= Exercise =
Whenever "JSON" appears in a line, please copy that line from the data.

= Information provided =
::::::::

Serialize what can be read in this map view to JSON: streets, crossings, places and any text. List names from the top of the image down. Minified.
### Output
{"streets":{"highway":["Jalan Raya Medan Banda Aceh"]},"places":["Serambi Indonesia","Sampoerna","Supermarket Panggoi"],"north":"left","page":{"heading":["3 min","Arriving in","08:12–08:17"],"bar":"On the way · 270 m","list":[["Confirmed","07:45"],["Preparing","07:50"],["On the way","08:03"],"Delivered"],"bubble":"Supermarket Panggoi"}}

::::::::

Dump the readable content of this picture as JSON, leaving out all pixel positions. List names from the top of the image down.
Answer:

::::::::

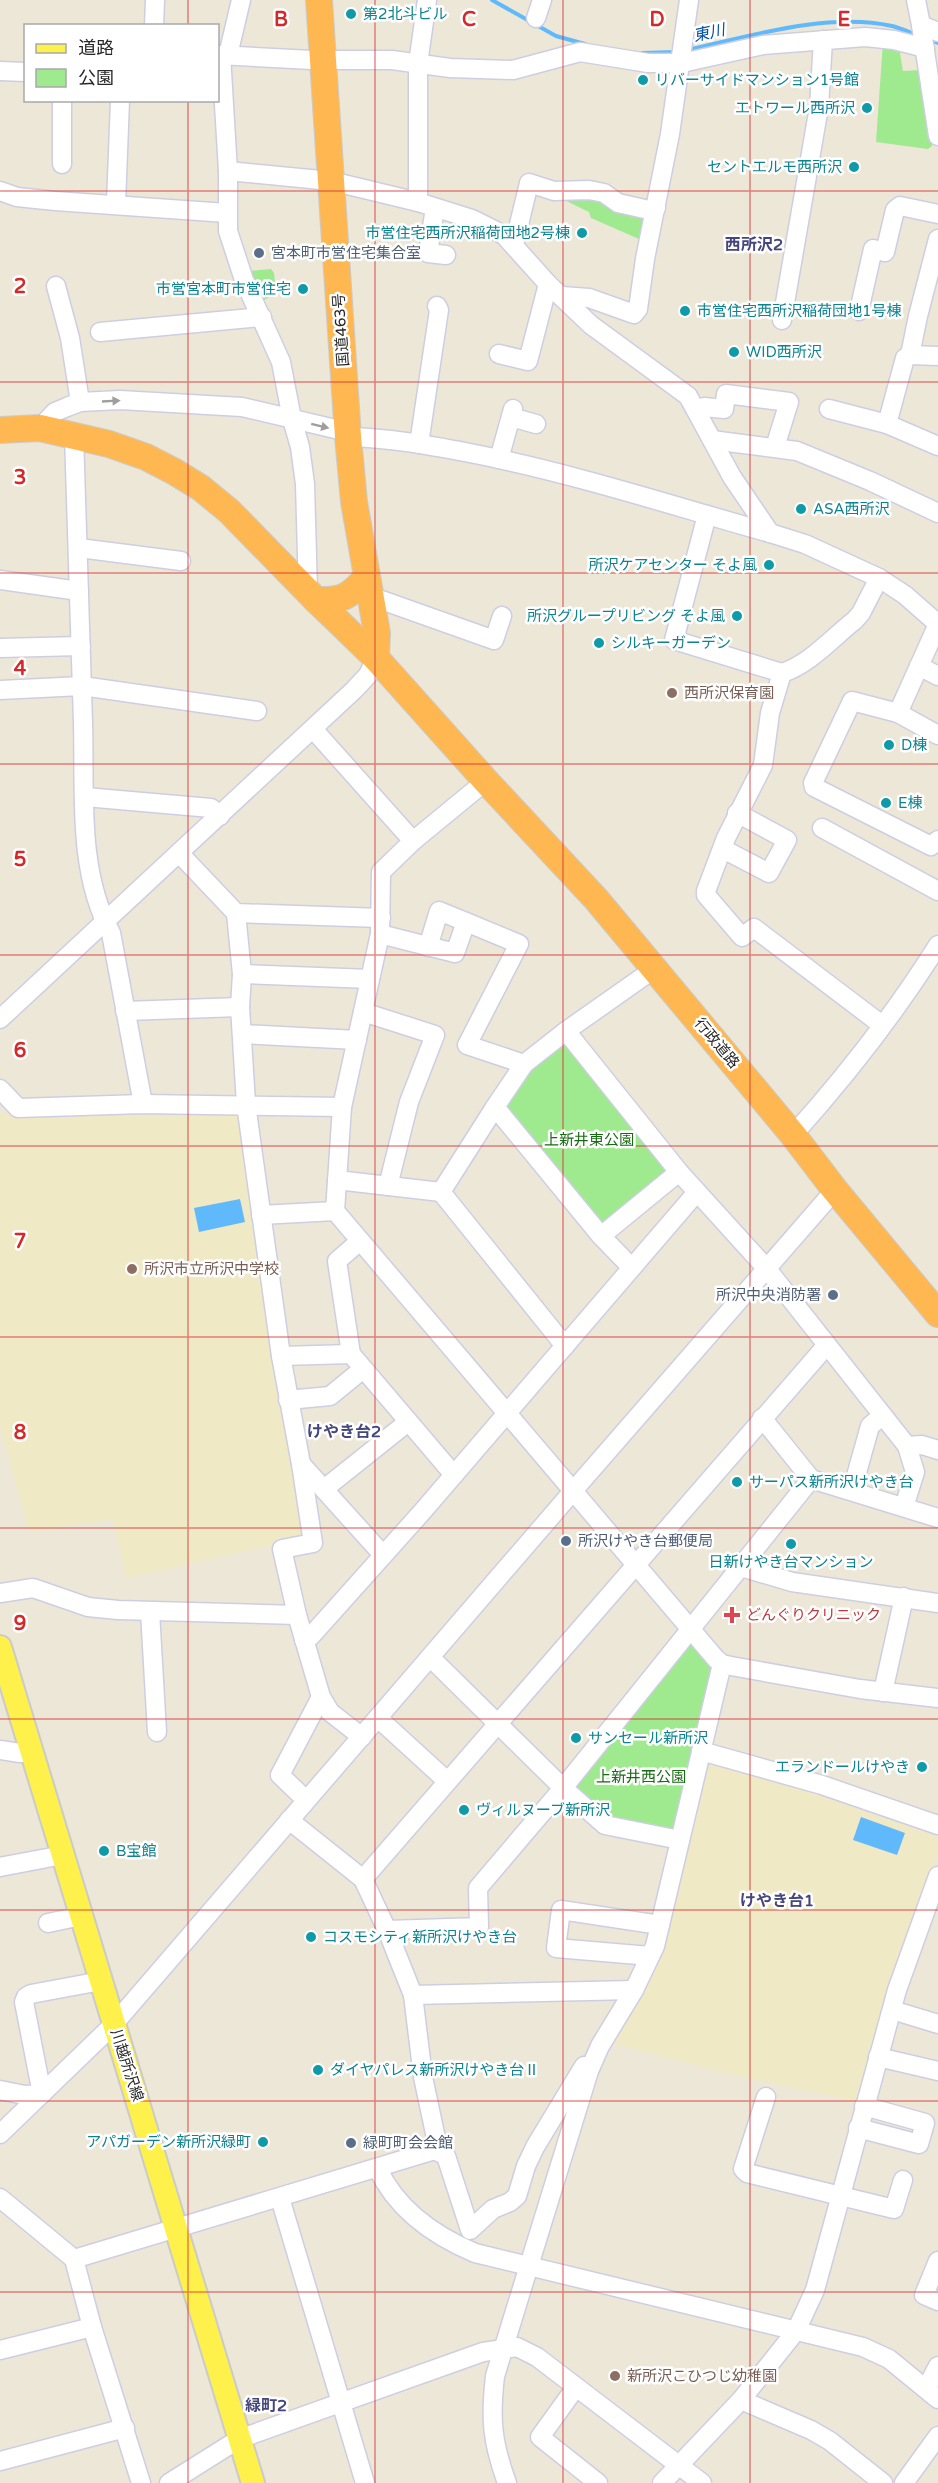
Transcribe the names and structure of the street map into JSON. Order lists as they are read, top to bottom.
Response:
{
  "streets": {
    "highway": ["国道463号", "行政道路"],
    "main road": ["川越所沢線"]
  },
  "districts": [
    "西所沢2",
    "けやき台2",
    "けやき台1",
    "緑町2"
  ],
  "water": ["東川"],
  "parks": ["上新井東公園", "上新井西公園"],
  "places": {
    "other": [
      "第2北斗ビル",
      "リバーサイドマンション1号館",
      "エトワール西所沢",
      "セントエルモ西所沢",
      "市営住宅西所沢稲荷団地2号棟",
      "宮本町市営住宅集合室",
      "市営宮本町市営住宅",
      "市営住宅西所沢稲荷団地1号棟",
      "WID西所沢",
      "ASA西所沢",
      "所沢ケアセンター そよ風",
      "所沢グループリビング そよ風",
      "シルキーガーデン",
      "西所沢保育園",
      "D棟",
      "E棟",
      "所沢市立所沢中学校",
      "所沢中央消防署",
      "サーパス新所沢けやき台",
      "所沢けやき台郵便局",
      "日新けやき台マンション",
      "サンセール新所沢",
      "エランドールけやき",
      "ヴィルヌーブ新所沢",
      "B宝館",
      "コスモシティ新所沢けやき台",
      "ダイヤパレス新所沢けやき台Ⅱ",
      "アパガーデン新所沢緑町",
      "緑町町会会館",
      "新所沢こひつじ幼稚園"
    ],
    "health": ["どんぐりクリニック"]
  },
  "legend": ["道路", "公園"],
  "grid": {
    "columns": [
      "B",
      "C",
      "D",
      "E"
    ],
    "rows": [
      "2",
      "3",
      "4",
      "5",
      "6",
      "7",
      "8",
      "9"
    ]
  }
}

::::::::

= Task result =
Serialize what can be read in this map view to JSON: streets, crossings, places and any text. List names from the top of the image down. Minified.
Dump the readable content of this picture as JSON, leaving out all pixel positions. List names from the top of the image down.
Transcribe the names and structure of the street map into JSON. Order lists as they are read, top to bottom.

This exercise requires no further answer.